Source data
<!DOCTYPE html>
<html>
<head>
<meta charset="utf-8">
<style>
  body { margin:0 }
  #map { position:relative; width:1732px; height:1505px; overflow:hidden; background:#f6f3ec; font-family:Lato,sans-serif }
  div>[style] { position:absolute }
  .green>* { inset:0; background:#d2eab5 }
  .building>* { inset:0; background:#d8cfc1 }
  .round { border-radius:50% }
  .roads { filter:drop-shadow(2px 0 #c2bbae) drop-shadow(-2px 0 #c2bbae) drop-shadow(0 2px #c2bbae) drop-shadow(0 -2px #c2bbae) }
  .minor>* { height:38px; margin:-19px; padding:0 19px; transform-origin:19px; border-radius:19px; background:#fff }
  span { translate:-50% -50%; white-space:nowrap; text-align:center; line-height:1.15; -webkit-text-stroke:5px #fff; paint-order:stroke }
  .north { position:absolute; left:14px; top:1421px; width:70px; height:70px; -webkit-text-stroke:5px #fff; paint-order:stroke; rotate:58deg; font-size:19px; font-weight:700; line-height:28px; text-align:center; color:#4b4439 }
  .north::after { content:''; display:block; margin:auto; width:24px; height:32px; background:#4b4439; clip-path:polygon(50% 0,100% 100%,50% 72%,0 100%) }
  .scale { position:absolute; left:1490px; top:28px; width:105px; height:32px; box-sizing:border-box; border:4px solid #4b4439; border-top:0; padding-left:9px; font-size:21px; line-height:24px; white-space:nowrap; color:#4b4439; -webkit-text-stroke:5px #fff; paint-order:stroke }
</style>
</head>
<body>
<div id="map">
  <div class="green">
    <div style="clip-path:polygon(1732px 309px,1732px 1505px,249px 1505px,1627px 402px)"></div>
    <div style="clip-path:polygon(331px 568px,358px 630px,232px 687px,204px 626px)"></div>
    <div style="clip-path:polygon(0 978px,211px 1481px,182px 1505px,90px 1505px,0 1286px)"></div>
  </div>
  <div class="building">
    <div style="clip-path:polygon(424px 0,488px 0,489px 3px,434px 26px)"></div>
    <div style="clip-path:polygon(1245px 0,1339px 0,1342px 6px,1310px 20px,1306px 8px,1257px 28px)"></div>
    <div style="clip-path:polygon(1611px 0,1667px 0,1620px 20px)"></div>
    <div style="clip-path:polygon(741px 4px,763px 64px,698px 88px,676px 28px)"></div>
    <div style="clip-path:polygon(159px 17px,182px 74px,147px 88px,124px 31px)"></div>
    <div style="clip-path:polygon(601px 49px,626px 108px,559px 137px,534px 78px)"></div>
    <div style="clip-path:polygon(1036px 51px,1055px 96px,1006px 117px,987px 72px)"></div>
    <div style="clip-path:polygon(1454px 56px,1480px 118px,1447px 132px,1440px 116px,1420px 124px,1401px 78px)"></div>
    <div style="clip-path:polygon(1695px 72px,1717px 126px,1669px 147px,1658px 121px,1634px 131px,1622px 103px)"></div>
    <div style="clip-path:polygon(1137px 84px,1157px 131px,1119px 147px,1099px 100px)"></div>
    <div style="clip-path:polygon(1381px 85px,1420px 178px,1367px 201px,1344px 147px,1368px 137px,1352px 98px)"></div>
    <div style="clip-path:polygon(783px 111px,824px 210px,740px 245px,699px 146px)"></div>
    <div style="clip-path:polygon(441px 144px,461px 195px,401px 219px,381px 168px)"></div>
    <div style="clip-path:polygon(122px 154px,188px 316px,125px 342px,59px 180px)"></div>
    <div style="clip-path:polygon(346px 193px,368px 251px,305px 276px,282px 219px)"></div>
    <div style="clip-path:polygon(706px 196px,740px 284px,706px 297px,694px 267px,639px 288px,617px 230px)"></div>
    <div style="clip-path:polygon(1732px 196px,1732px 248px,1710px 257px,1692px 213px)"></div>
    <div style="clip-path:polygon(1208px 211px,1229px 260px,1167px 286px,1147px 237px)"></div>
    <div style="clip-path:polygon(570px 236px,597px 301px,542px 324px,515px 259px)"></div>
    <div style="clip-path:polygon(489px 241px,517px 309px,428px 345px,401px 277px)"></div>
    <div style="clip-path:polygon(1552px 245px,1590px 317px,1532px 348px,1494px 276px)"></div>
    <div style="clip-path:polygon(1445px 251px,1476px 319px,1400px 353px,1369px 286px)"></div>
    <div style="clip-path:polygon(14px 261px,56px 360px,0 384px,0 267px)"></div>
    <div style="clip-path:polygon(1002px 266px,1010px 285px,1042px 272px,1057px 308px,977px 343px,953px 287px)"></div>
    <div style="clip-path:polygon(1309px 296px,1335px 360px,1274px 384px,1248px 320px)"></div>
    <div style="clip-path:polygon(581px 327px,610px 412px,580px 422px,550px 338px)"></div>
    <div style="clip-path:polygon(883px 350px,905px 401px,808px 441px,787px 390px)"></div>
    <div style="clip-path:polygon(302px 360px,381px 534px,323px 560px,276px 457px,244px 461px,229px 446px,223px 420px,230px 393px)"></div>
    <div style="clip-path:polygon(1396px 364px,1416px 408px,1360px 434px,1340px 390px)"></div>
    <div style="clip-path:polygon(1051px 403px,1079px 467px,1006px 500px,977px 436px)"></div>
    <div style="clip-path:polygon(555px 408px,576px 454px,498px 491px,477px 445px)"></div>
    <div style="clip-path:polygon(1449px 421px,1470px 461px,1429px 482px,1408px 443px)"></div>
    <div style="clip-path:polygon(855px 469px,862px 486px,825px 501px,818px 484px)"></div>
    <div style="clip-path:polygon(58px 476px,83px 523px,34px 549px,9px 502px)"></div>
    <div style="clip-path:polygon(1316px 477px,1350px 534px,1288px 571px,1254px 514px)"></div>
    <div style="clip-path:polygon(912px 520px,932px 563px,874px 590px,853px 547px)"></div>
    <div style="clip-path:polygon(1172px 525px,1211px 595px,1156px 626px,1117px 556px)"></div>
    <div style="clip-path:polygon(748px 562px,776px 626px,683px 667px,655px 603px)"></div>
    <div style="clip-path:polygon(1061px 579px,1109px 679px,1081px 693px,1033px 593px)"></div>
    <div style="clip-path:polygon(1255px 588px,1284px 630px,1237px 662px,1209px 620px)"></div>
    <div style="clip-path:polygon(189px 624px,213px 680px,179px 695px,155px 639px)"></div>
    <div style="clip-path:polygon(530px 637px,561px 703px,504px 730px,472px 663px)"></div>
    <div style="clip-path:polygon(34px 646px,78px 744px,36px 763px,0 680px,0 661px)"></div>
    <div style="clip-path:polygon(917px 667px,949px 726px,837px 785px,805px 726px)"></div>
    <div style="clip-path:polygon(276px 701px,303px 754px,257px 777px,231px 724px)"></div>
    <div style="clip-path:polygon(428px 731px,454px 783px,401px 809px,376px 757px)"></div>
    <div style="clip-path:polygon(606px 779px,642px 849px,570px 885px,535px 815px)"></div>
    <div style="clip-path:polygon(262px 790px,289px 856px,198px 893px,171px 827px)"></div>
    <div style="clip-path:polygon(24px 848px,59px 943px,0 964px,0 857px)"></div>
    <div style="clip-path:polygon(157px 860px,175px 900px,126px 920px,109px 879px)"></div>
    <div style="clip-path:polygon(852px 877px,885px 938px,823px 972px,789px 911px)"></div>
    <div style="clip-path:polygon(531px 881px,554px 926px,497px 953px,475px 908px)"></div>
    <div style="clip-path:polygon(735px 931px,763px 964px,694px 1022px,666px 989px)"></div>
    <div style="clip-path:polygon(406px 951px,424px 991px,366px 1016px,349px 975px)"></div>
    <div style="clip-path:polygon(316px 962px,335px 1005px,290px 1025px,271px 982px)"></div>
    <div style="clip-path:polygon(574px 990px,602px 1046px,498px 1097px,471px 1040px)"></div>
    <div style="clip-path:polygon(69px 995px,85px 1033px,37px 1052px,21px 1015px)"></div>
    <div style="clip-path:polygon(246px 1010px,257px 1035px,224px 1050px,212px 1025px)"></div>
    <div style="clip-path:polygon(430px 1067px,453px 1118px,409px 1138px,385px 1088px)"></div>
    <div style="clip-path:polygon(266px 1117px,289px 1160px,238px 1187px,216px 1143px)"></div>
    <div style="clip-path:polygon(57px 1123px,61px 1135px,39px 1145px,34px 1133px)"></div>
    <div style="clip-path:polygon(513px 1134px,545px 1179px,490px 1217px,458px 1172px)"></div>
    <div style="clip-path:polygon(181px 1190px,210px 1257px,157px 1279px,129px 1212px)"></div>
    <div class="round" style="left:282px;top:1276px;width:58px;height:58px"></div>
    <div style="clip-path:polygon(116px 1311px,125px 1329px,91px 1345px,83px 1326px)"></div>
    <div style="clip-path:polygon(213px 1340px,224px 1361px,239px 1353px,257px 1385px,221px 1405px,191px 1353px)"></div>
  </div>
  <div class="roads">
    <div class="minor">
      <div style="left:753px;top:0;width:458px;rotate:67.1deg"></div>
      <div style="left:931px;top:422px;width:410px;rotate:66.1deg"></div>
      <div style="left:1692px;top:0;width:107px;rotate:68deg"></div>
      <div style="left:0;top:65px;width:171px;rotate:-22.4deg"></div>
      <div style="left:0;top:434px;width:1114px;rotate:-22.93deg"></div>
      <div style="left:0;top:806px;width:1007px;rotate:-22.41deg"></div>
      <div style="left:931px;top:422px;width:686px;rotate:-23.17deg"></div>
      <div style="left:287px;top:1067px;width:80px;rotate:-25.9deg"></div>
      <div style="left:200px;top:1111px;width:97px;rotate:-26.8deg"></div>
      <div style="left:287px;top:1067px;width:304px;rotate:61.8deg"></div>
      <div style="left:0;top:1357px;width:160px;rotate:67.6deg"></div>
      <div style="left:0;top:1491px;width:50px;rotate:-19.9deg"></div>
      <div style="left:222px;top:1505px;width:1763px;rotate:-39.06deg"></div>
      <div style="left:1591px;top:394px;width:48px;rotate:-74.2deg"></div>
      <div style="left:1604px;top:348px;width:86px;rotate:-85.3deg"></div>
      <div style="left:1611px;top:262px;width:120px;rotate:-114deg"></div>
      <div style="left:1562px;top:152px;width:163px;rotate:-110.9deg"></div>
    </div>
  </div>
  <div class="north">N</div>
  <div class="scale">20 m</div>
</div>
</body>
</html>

→ Required action
Tally the lines of the data that hold the string "roads". Answer with the number and nothing more.

→ Answer for this exercise
2